Additionally, block 410 may involve analyzing Top-K Neuron Coverage (TKNC), which is a forward propagation-based feature. TKNC can be described as the proportion of training samples where a neuron activation value occurs to be one of the most active K neurons at its layer. TKNC can be used to identify neurons that rarely contribute significantly to the layer's output. Neurons with low TKNC values are considered less critical and may be pruned to simplify the network. TKNC may be represented as the following formula:

$\begin{matrix} {a (l, i) IN top (k, L); 1 \leq l \leq L} & (4) \end{matrix}$

- a(l, i): The activation value of neuron i in layer l.
- top(k, L): The set of top K activation values in layer l for a given training sample.

Modified Condition/Decision Coverage (MC/DC) is another forward propagation-based feature that may be analyzed by block 410. MC/DC considers the relation between neuron activations at two adjacent layers, such that each neuron at layer l (condition) independently impacts the connected neuron activation at layer l+1 (decision). Thus, the interactions between neurons at layers l and l+1 can be defined. For example, the interactions can be defined based on Signal (S) and Value (V). The signal S is binary data type while the value V is a continuous data type.
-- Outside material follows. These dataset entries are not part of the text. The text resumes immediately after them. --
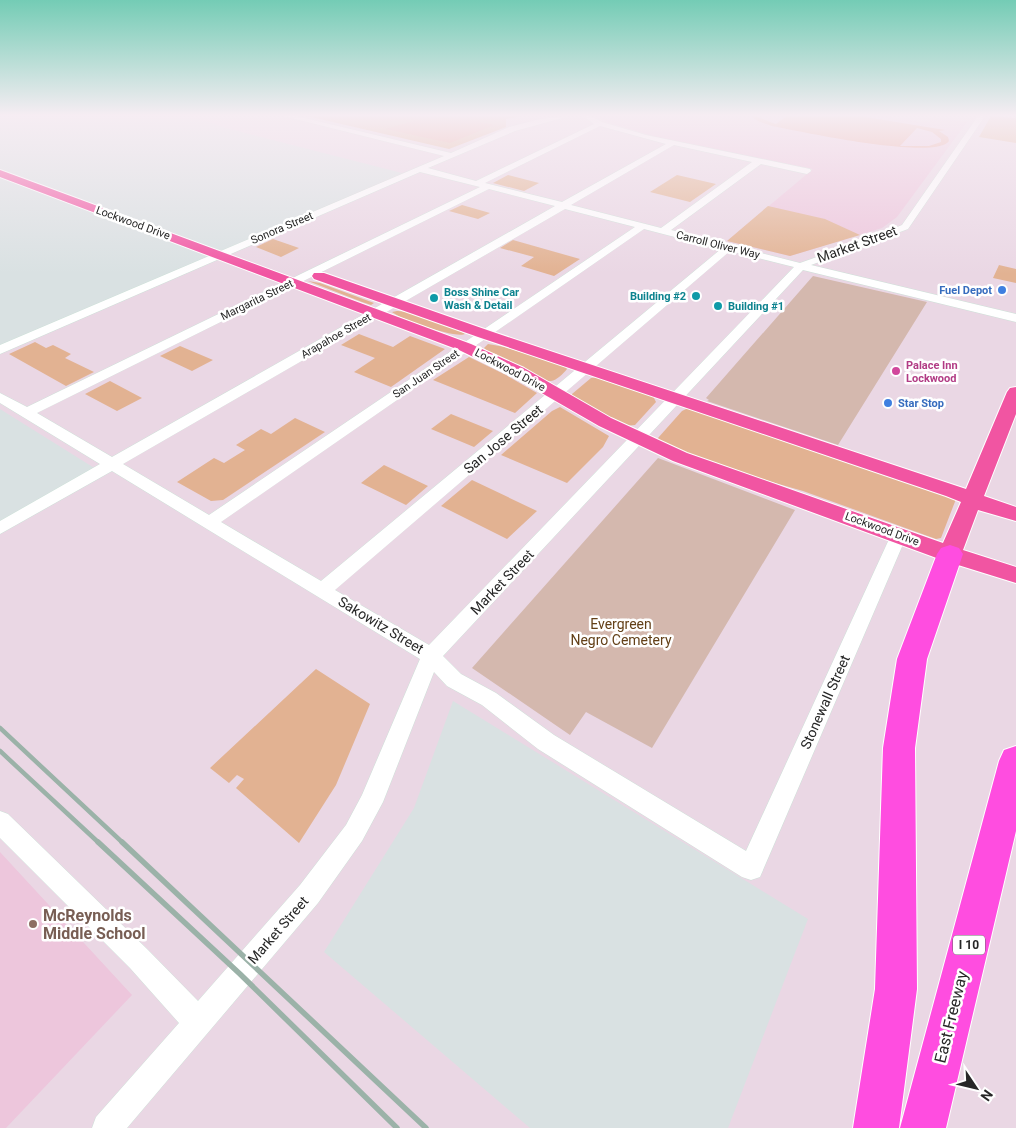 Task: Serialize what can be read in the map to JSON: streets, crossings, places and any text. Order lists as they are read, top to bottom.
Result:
{
  "streets": {
    "highway": ["I 10", "East Freeway"],
    "main road": ["Lockwood Drive"],
    "street": [
      "Sonora Street",
      "Market Street",
      "Carroll Oliver Way",
      "Margarita Street",
      "Arapahoe Street",
      "San Juan Street",
      "San Jose Street",
      "Sakowitz Street",
      "Stonewall Street"
    ]
  },
  "crossings": [
    ["Lockwood Drive", "Sonora Street"],
    ["Lockwood Drive", "Market Street"],
    ["Lockwood Drive", "Margarita Street"],
    ["Lockwood Drive", "Arapahoe Street"],
    ["Lockwood Drive", "San Juan Street"],
    ["Lockwood Drive", "San Jose Street"],
    ["Lockwood Drive", "Stonewall Street"],
    ["Sonora Street", "Carroll Oliver Way"],
    ["Market Street", "Carroll Oliver Way"],
    ["Market Street", "Sakowitz Street"],
    ["Carroll Oliver Way", "Margarita Street"],
    ["Carroll Oliver Way", "Arapahoe Street"],
    ["Carroll Oliver Way", "San Juan Street"],
    ["Carroll Oliver Way", "San Jose Street"],
    ["Margarita Street", "Sakowitz Street"],
    ["Arapahoe Street", "Sakowitz Street"],
    ["San Juan Street", "Sakowitz Street"],
    ["San Jose Street", "Sakowitz Street"],
    ["Sakowitz Street", "Stonewall Street"]
  ],
  "parks": ["Evergreen Negro Cemetery"],
  "places": [
    "Fuel Depot",
    "Building #2",
    "Boss Shine Car Wash & Detail",
    "Building #1",
    "Palace Inn Lockwood",
    "Star Stop",
    "McReynolds Middle School"
  ],
  "north": "bottom right"
}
There may be four types of interaction variables observed, based on the interactions between neuron i at layer l and neuron j at layer l+1. The activation value can be compared against a threshold to determine whether a neuron is active. In accordance with MC/DC, SS can be given by I/O binary attribute, represented as the following formula:

$\begin{matrix} {(a (l, i) > threshold) * (a (l + 1, j) > threshold)} & (5) \end{matrix}$

In accordance with MC/DC, SV can be defined by a numerical attribute, represented as the following formula:

$\begin{matrix} {(a (l, i) > threshold) * (a (l + 1, j))} & (6) \end{matrix}$

In accordance with MC/DC, the VS can be defined by a numerical attribute represented as the following formula:

$\begin{matrix} {(a (l, i) * (a (l + 1, j) > threshold)} & (7) \end{matrix}$

In accordance with MC/DC, the VV can defined by a numerical attribute that is represented as the following formula:

$\begin{matrix} {(a (l, i)) * (a (l + 1, j)} & (8) \end{matrix}$

Furthermore, block 410 may involve analyzing weight adjustments, which is a backpropagation-based feature. Weight adjustments (deltas) for each neuron over the training samples (while backpropagation) can be described by a time series and its attributes can be captured through its mean and/or standard deviation. Backpropagation can happen at the end of every batch after losses are cumulatively computed. Hence, in some examples, backpropagation-based features (relying on gradients) could be weighted differently than forward propagation-based features.
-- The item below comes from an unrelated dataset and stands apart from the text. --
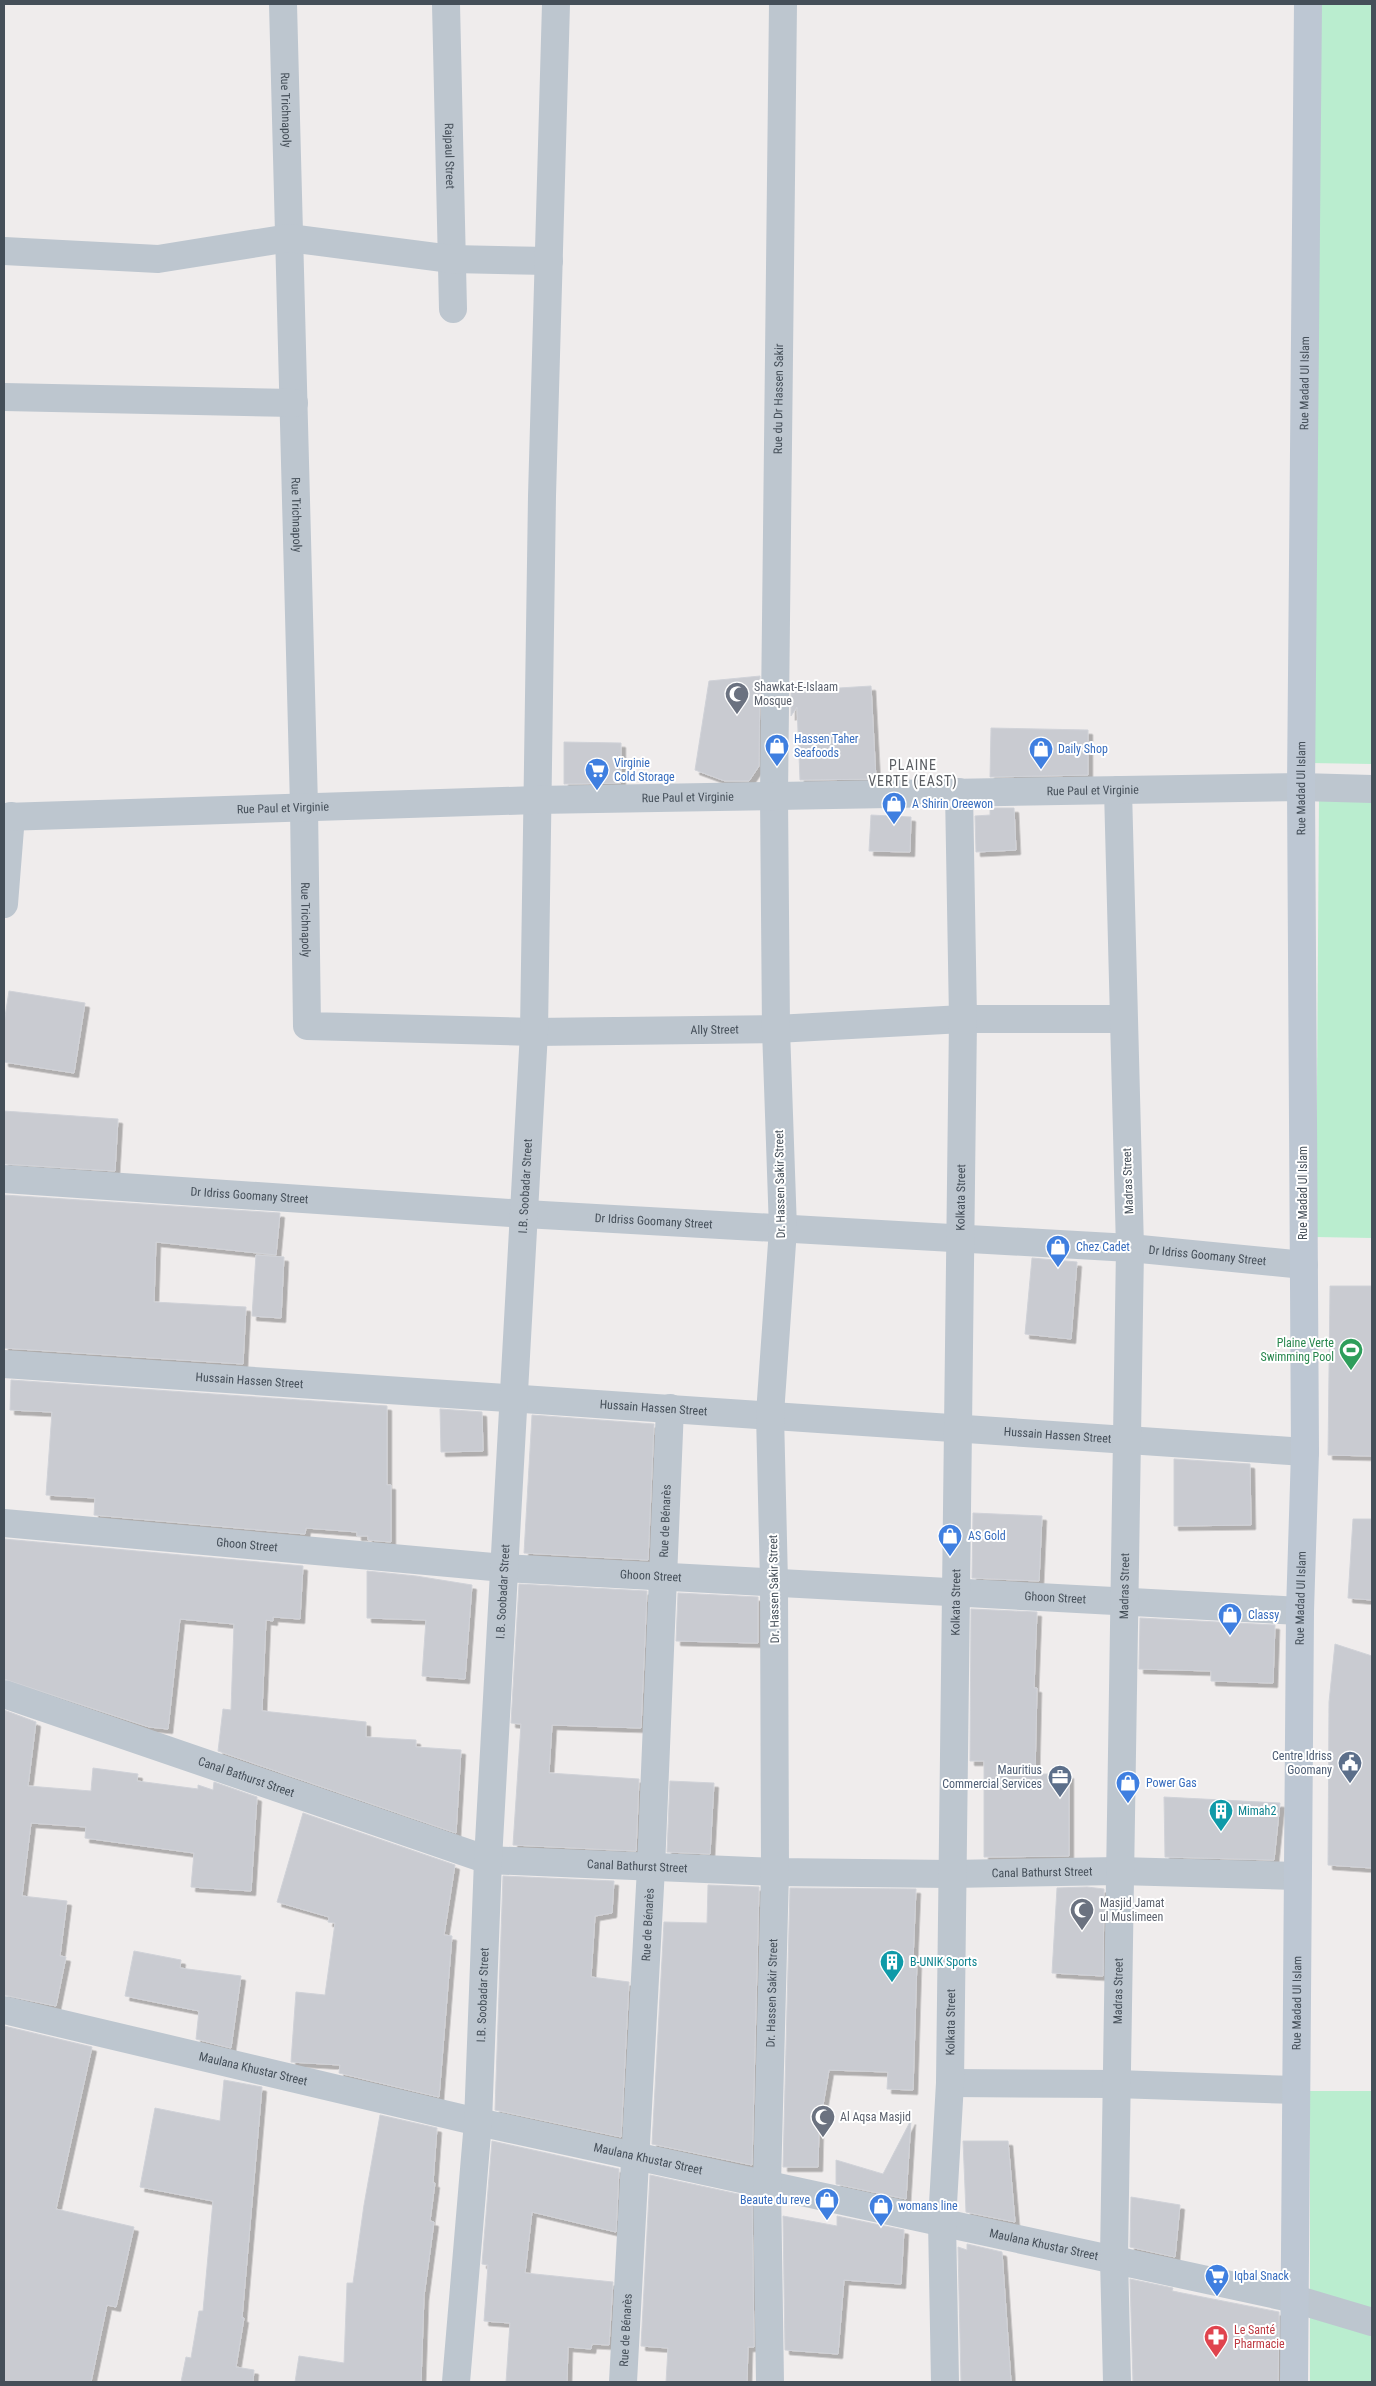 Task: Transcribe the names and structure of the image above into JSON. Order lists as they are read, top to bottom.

Consequently, block 410 may involve analysis of the aforementioned features, which are collected for each neuron i in a specific layer l during the training phase prior to the early stop parameter. In some implementations, block 410 involves employing the anomaly detection method, which generates scores for neurons based on input features which will drive the selection of critical neurons as described in greater detail in reference to FIG. 5.

At block 420, the critical neurons (determined in previous block 410) are selected or pruned from the neural network. In some implementations, a particular number of critical neurons that is pruned may be further based on a pruning rate provided by the user. As an example, the system can receive a pruning rate which indicates that 25% of detected critical neurons should be removed from a particular layer. Thus, continuing with the example, in a case where 100 critical neurons are detected in a layer in previous block 410, then block 420 would prune 25 of those critical neurons from the layer. Alternatively, the pruning rate can be a value or percentage that is determined automatically by the system. In some implementations, block 420 can operate independent of a pruning rate parameter and prune all (or a predetermined number) of the detected critical neurons from the neural network, when deemed necessary and/or appropriate. Block 420 can also involve removing data, weights, activation functions, and the like that are associated with each pruned neuron from the neural network. As a result, block 420 generates a pruned neural network that has been substantively reduced in size and computations as compared the initial full neural network (being trained before the early stop point).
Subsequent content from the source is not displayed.